ScotRail Project Manager Anouska Chisolm said:

“The new footpath and viewing areas at the Glenfinnan Viaduct will be fantastic for tourism in the area and we hope it will encourage more visitors to travel here by rail instead of car.

“It’s important that we continue to work with our key partners on how we can boost tourism and bring wider economic benefits, along Scotland’s most scenic railways.”

Secretary of the WHCRP Hege Hernæs said:

“We are delighted that the rail industries are prioritising this work, which enhances sustainable tourism.

“We hope that ScotRail will now capitalise on the investment by marketing and further improving Glenfinnan’s train service.

“We need to promote the best possible Viaduct Experience: cross the viaduct by train, then view it from a hillside vantage point – taking away the hassle of finding a parking space first.”

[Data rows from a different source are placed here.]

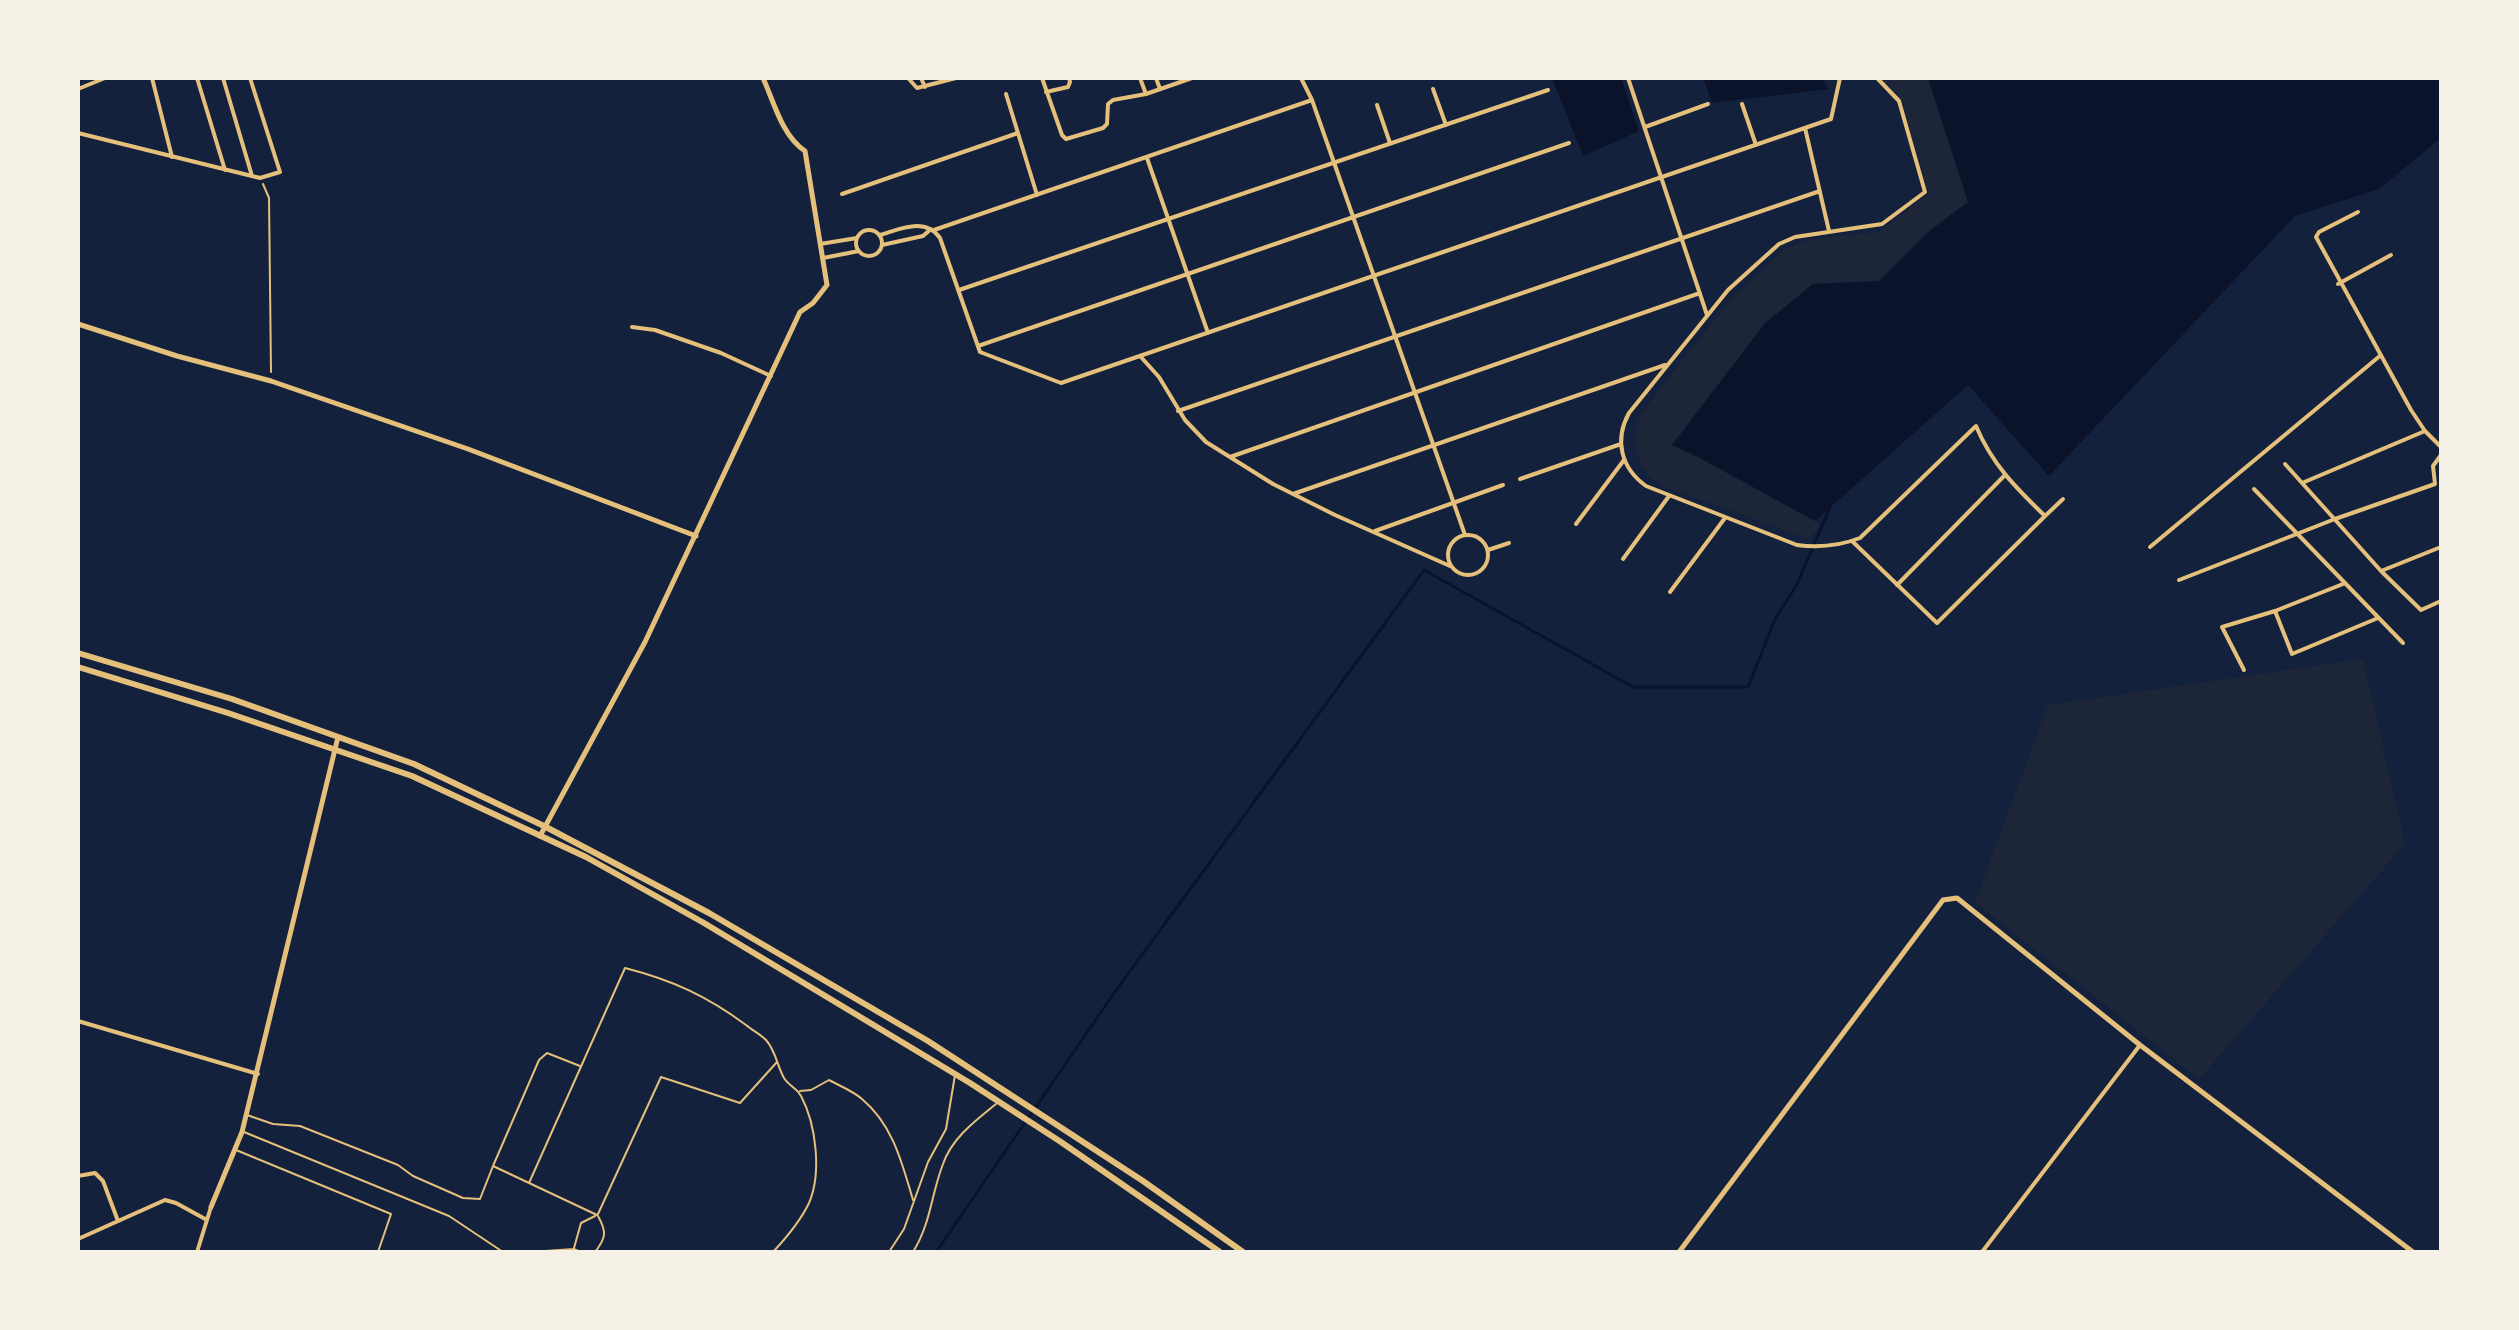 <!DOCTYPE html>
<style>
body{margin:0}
#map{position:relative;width:2519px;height:1330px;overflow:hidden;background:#14213d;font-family:Quicksand,sans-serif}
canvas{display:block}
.frame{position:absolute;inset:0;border:80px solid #f6f1e7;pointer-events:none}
</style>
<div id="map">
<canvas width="2519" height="1330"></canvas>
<div class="frame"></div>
</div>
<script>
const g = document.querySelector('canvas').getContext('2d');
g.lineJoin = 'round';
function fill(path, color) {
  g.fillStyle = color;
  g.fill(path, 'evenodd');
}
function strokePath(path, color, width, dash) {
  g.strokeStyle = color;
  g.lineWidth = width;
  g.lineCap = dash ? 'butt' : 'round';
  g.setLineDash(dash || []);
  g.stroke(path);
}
fill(new Path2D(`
 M1880 78H1928L1968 202 1928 232 1879 281 1813 284 1672 445 1700 458 1815 521 1820 525 1810 539 1662 486C1635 469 1628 439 1643 411L1732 298 1784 250 1808 239 1879 232 1929 193 1902 102Z
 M2363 659 2405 844 2199 1079 1975 902 2048 705Z`), '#1d2539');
fill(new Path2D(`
 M1552 78H1621L1639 131 1583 156Z
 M1703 78H1821L1829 89 1712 103Z
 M1928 78H2441V138L2379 189 2295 216 2049 476 1968 385 1815 521 1700 458 1672 445 1765 323 1813 284 1879 281 1928 232 1968 202Z`), '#0b132b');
strokePath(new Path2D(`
 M936 1252 1117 989 1424 570 1633 687H1748L1775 619 1796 586 1830 507`), '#0b132b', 3);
strokePath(new Path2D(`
 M263 184 269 198 271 372`), '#e5c07b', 2);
strokePath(new Path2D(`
 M800 1091 811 1090 829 1080C840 1086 853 1091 862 1099 893 1125 902 1163 913 1200
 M247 1115 273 1124 300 1126 398 1165 413 1176 463 1198 480 1199 493 1166 597 1215
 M244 1132 449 1216 503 1252
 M236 1150 391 1214 378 1252
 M493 1166 539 1060 547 1053 580 1066
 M529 1183 625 968C672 980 707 996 746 1025 752 1030 760 1034 766 1040 776 1051 777 1066 784 1078 789 1086 797 1088 801 1096 816 1124 822 1173 809 1203 800 1222 787 1237 773 1252
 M598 1214 661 1077 740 1103 777 1062
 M574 1248 581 1223 595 1216
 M531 1252 574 1249 580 1252
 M595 1252C606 1238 607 1232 598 1216
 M889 1252 904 1229 928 1162 946 1129 955 1075
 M913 1252C931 1223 931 1195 943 1164 952 1138 975 1121 996 1104`), '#e5c07b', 2);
strokePath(new Path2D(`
 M152 78 172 157
 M197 78 225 170
 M223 78 252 176
 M908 78 917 88 956 78
 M921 78 925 87
 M1042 78 1062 135 1066 139 1103 128 1107 124 1108 104 1113 100 1146 94 1140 78
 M1156 78 1160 89
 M1301 78 1312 100
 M1628 78 1707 315
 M78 89 105 78
 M1433 89 1446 125
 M1046 92 1068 87 1070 82 1069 78
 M1006 94 1037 195
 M1146 94 1192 78
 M1742 104 1756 145
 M1377 105 1390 143
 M1645 127 1708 104
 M1805 128 1829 231
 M78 133 260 178 280 172 250 78
 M1147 158 1208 333
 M842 194 1018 133
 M2358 212 2319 232 2316 237 2411 410 2425 431 2441 447
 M856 243a13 13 0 1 1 26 0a13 13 0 1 1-26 0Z
 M934 230 1312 100 1465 535
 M880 235C901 229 925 217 940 238L980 352 1061 383 1831 119 1840 78
 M820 244 857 238
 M882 245 923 236 931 229
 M823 258 859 251
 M2338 284 2391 255
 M959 290 1548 90
 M632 327 655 330 721 353 771 376
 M978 346 1569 143
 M1140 356 1159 377 1185 420 1206 442 1273 484 1335 515 1450 566
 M1178 411 1820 191
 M1230 457 1700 293
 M2285 464 2381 571 2421 610 2441 601
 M1520 479 1621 444
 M2302 483 2425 431
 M2254 489 2403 643
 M1293 494 1665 365
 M2045 516 2063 499
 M1576 524 1624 460
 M1375 531 1503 485
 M1448 555a20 20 0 1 1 40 0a20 20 0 1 1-40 0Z
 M1852 541 1937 623 2045 516C2015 487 1992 464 1976 426L1860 538C1839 546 1819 548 1797 545L1646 486C1621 468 1614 440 1629 413L1728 290 1779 244 1795 237 1882 224 1925 192 1899 101 1877 78
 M2150 547 2381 355
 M1488 550 1509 543
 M1623 559 1669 496
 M2381 571 2441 547
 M2179 580 2335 519 2435 484 2433 466 2441 455
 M1897 585 2005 475
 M1670 592 1725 518
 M2275 611 2343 584
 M2244 670 2222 627 2275 611 2292 654 2378 618
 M78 1021 258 1074
 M78 1176 95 1173 103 1181 118 1221
 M78 1239 165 1200 176 1203 207 1220
 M197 1252 211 1207
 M1982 1252 2140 1045`), '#e5c07b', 4);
strokePath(new Path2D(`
 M78 324 177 356 271 381 468 449 696 536
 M540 836 645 642 800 312 813 303 827 285 805 151C782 136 774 102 763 78
 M211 1207 242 1132 338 737
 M1679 1252 1943 900 1957 898 2140 1045 2413 1252`), '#e5c07b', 5);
strokePath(new Path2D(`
 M78 653 232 699 414 764 544 826 709 913 928 1041 1143 1181 1243 1252
 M78 667 228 713 412 776 586 857 704 923 970 1083 1061 1142 1220 1252`), '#e5c07b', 6);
</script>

The Glenfinnan Viaduct Trail – a hillside footpath from Glenfinnan Station to the Viaduct

With permission of landowner Glenfinnan Estate, the 1.4 km Viaduct Trail was originally constructed by Glenfinnan Station Museum in 2012 to improve visitor access to the Grade A listed structure built by ‘Concrete Bob McAlpine’ in 1901. Support came from the Heritage Lottery Fund and Highlands and Islands Enterprise. Over the years, significant numbers of voluntary hours have been poured into maintaining the path, but the volunteers have been fighting a losing battle against the wear caused by the ever-growing footfall.

West Highland Community Rail Partnership (WHCRP)

Like other CRPs in Scotland, the WHCRP is a voluntary organisation working with the rail industries on community projects designed to improve railway safety, accessibility, awareness, appreciation and usage. The WHCRP covers the West Highland Line between Crianlarich and Mallaig.